ABS has brought together leading companies in the Floating Production Storage and Offloading (FPSO) sector to address the safety challenges produced by a fleet where more than half of the ship type vessels are over 30 years old, and a quarter are over 40 years old.
The working group, consisting of Chevron, Shell Trading (U.S.) Company, Petrobras, MODEC and SBM as well as The Bahamas Maritime Authority (BMA), the Republic of the Marshall Islands (RMI) Registry, and the US Coast Guard 8th District, led by ABS has already seen the creation of five Joint Industry Projects (JIPs) aimed at using technology to tackle a range of FPSO safety issues.
JIPs will tackle composite materials repairs for offshore structures, life extension of wire ropes, gauging management software, applications of photogrammetry and 3D Lidar Laser Scanning, and the role of artificial intelligence in corrosion analysis.
“The offshore industry is faced with an evolving risk profile, with opportunities to enhance protocols and systems to address these risks. With almost 60% of the global operating fleet of FPSOs classed by ABS, we are committed to addressing these issues and ensuring the ABS-classed fleet remains the safest and best performing fleet in the world. The challenges surrounding maintenance and structural fitness of aging FPSOs is not just a Class concern; rather, it is an industry challenge that requires the involvement and cooperation of all of the industry players,” says Christopher J. Wiernicki, ABS Chairman, President and Chief Executive Officer.
“Protecting people and the environment, operating and executing with excellence and applying innovative technologies are the cornerstone of our business and that’s why we fully support this timely initiative from ABS,” says Maria Ximenes, Chevron Shipping, GM Marine Technical and Projects.
“Safety underpins everything we do at Shell and we recognise that there are opportunities to proactively address risks within the FPSO fleet,” says Karrie Trauth, SVP Shipping & Maritime for Shell. “We’re proud to be working with ABS and this group of industry and government leaders to develop and deploy real solutions to the maritime safety challenges in this sector.”
“Structural Integrity is one of our main Process Safety Barriers and we all face the same challenges on aging units. It is of utmost importance and in everybody’s interest to share experience, knowledge, ideas and that we agree on a best way forward to maintain structural integrity in a safe and efficient manner. Therefore, we are fully committed to support and participate in this initiative,” says Ivar Houthuysen, SBM Assets Integrity Director.
“We should recognise that offshore production facilities, which have only 50-years history, are not identical to ships, which have already matured over 6,000-years. It is important to humbly learn how to maintain the integrity of our FPSOs for long design lives through ‘trial and error’ and continuously incorporate new learnings into future FPSOs, including Class rules,” says Koichi Matsumiya, Modec GM, Engineering and Deputy CTO.
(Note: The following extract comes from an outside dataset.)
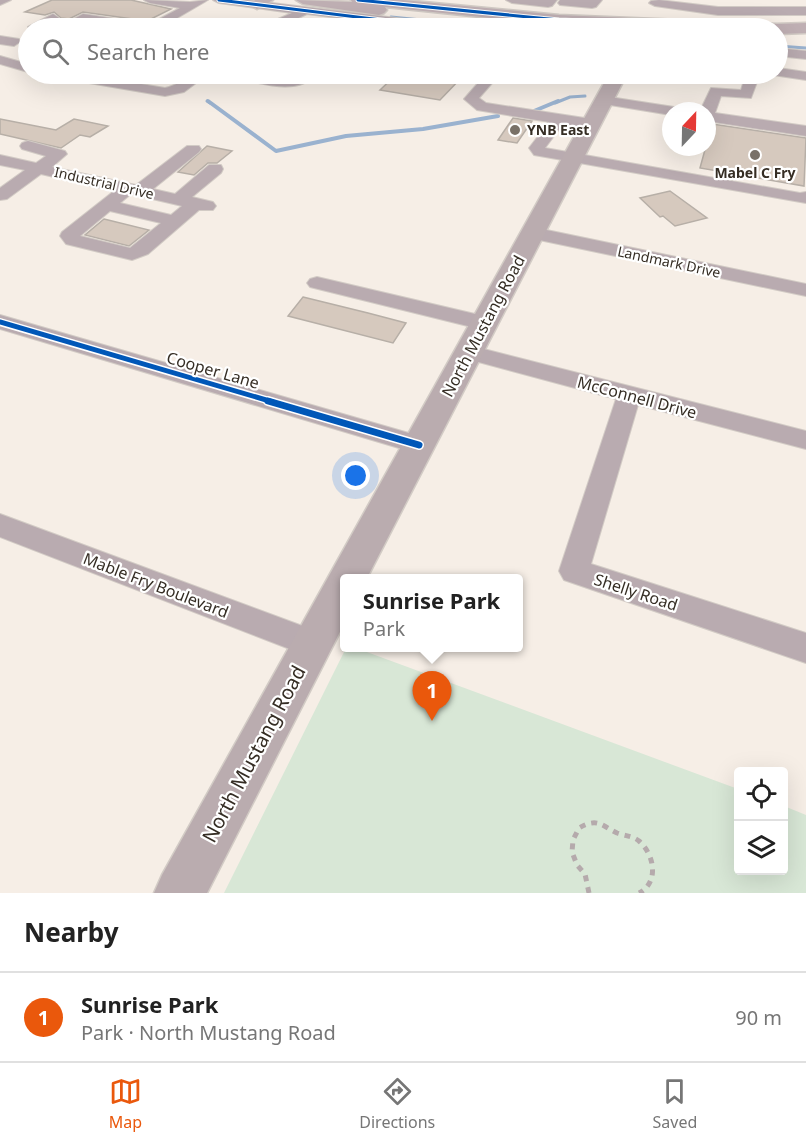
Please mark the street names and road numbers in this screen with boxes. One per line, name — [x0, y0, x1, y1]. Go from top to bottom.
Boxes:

“I applaud ABS for leading this initiative and facilitating discussion among industry leaders to enhance the safety of the worldwide FPSO fleet through sharing of best practices and consideration of advances in technology,” says Captain Matt Denning, U.S. Coast Guard Eighth District Outer Continental Shelf Officer in Charge, Marine Inspection.
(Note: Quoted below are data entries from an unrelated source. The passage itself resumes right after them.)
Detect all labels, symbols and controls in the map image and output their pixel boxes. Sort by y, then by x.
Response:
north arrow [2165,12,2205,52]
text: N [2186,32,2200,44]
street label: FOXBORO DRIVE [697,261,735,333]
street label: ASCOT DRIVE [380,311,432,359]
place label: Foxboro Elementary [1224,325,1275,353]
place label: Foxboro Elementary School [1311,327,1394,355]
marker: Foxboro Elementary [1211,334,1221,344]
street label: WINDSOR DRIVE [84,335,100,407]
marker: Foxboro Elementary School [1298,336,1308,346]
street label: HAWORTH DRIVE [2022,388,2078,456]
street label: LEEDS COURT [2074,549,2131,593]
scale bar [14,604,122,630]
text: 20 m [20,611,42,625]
“The RMI Registry looks forward to collaborating with owners/operators, the FPSO working group members, and other industry stakeholders in developing risk management solutions for the aging FPSO fleet. The Registry is also actively engaged in ensuring continued safe operations in the ever-evolving FPSO industry as part of our initiative towards quality, compliance, and value,” says Vice President, Technical – Offshore, Cosmin Bozenovici of International Registries, Inc., which provides administrative and technical support to the RMI Registry.
“This is an opportunity for all the stakeholders in the FPSO value chain to pool their knowledge, technical expertise and their resources to deliver better safety outcomes. We are proud to support this initiative as part of our commitment to quality, compliance and continuous improvement,” says Stephen Keenan, Head of Inspections & Surveys Department at The Bahamas Maritime Authority (BMA).
ABS has also developed its rules, with a significant number of changes applicable to FPSOs, both for existing units and for new facilities. These Rule changes are intended to address many of the risks related to aging FPSOs from both a design and a maintenance perspective.
A total of 55 FPSO units in the global fleet are reaching the end of their design life in the next 5 years, a further five already have life extension in place, with a further 19 currently being evaluated for life extension. The efforts of this working group will produce outcomes that assist with the evaluation and potential acceptance of life extension.
ABS classed the first FPSO vessel in US waters in 1978 and continues to lead safety and innovation with new technology that supports larger, more complex FPSOs operating in ultra-deep water and in the pre-salt region of Brazil.